Relief for Working Women
Martha Burk is a political psychologist and director of the Corporate Accountability Project for the National Council of Women's Organizations. This column was distributed by Minuteman Media and is reprinted by permission.
Working women and their allies have been crying "foul" to Congress ever since May, when the Bush Supreme Court delivered what could be a devastating blow to sisters experiencing discrimination in pay and promotion.
After many years of employment at Goodyear, Lilly Ledbetter learned that she had been paid less all along than all of the men at her management level, even those with less seniority. She sued and won in a lower court. But the Supremes said she had no case, because she didn't bring the action within 180 days from the time her discriminatory pay was initially set, even though it had been a tightly held secret in the company for over a decade before she found out about it. In an extremely rare act for her, Justice Ruth Bader Ginsburg read a stinging rebuke of the decision from the bench, saying in effect that the majority of the Court is either clueless about sex discrimination in the workplace, or worse, they don't care.

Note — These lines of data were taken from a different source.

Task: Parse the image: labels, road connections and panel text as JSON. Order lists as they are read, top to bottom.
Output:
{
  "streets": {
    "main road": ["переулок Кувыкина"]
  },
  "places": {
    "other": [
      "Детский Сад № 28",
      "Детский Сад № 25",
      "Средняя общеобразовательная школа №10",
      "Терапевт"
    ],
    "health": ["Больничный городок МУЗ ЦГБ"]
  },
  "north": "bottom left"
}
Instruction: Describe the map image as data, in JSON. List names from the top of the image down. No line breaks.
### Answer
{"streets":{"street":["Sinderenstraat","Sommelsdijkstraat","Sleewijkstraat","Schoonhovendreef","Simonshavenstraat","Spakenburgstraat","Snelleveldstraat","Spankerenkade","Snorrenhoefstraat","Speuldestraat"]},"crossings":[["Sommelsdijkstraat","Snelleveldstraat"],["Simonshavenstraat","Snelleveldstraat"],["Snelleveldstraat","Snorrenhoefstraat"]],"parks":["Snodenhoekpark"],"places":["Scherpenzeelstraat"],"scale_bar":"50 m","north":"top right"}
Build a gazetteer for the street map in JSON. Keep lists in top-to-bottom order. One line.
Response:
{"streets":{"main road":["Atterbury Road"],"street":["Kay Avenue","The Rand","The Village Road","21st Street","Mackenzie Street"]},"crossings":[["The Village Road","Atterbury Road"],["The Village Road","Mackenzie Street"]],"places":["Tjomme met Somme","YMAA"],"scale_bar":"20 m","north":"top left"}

Congress, notoriously slow to act on everything from money to fix bridges to cutting funds for the biggest war folly in the country's history, is, for once, listening. The Ledbetter Fair Pay Act would put into law what courts had always said prior to the Bush-appointed conservative majority — when someone has been shorted on pay for years, each new paycheck is a new offense. That means women have 180 days to sue from the time they find out about discrimination, not from the time the discrimination initially started. The bill passed the U.S. House of Representatives on July 31, with over 17,000 letters to Congress helping to make it happen. Whether it has anything to do with the presidential campaign is anybody's guess, but the Democratic candidates are giving the bill, S.1843, a push in the Senate, talking about it in the debates and on the stump.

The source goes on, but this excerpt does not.